According to the IEA’s Technology Roadmap for Hydropower (PDF), global installed hydropower capacities have been growing in recent years at an average of 24.2 gigawatts per year. By the end of 2011, total capacity was at 1,067 gigawatts and the new capacity under construction will drive the figure up to 1,300 gigawatts by 2017.

The IEA is enthusiastic about this expansion -- in fact, it wants to see more, aiming for a doubling of hydroelectricity output by 2050, which if accomplished would prevent up to 3 billion tons of CO2 emissions annually.

What about the other environmental angle? In the U.S.,  the damming of the Columbia and Snake rivers has decimated native salmon runs, and the loss of the Hetch Hetchy Valley in Yosemite National Park has caused similar problems. In China, the Three Gorges projects, while an aid in flood control and a big power producer, are widely considered to be an environmental disaster.

In the Technology Roadmap, the IEA argues that advances in hydropower technology and careful planning, design and implementation can make hydropower a truly sustainable form of energy. For instance, it cites new “fish-friendly” turbine designs like the Alden turbine, a project that has been backed by the U.S. Department of Energy.

The DOE, for its part, isn’t looking to use such technology on big, new dams, however. It says it wants to modernize hydropower infrastructure in the U.S., “increasing efficiency and reducing environmental impacts at existing facilities.”

In the early days of the Obama administration, $30.6 million in stimulus funding went to test innovative technologies that the department said could add power generation at just 4 cents per kilowatt-hour, a rate that is highly competitive for renewable energy. One of those backed projects was the Boulder Canyon Hydroelectric Facility in Colorado, where two older turbines were replaced by one new unit that can put out 30 percent more energy, according to the DOE.

The DOE is also excited about the possibilities for small hydro. Last November, it announced $17 million in grants for sixteen projects in eleven states, with $7.3 million of that going to ten small hydro projects. The goal, the department said, was “to research, develop and test low-head, small hydropower technologies that can be quickly and efficiently deployed at existing non-powered dams or constructed waterways.”
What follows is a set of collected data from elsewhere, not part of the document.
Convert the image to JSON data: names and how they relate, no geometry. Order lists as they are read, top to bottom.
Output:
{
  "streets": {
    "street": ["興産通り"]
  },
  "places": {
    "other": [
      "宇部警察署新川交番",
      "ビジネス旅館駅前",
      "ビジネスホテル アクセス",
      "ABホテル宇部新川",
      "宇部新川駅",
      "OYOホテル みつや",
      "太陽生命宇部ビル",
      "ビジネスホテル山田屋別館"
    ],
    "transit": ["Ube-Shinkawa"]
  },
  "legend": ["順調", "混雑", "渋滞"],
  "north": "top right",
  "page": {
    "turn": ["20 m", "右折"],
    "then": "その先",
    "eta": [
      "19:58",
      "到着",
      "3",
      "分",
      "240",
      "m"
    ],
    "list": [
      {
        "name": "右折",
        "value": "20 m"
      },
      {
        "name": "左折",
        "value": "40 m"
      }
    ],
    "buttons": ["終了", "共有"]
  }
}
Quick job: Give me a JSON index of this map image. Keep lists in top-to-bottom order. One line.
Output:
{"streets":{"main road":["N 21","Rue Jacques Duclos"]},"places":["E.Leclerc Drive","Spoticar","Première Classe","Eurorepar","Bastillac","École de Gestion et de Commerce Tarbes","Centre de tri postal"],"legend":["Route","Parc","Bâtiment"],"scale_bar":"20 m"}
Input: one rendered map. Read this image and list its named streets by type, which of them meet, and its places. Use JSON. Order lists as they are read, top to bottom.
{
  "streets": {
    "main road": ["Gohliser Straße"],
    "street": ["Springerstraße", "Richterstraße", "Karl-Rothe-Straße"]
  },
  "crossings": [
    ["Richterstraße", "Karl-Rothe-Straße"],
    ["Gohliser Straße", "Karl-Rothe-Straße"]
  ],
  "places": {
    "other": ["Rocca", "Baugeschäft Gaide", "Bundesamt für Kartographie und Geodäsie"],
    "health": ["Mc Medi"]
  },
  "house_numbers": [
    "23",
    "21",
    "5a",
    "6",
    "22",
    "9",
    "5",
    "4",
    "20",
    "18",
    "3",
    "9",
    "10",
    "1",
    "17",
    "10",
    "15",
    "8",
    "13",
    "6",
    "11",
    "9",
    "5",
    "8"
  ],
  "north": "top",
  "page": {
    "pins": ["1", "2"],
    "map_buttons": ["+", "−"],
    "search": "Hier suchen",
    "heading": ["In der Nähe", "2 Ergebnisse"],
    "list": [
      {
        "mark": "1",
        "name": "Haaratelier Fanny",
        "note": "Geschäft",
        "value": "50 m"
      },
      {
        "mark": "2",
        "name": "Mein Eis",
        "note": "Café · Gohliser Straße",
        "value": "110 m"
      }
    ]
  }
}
Another $6.8 million of the money was earmarked for two storage projects, where pumped storage hydropower is used to enable the integration of wind and solar energy, intermittent renewable sources that basically need to be used when they become available.

The challenge for pumped storage projects in the U.S. right now, however, is the price of natural gas, the IEA points out in its report. For pumped storage to be viable, there needs to be a big gap between the price of peak and off-peak power, and the shale gas boom has made gas-fired plants an economically attractive way to produce peak power at a relatively cheap cost. That leaves little incentive for investment in pumped storage.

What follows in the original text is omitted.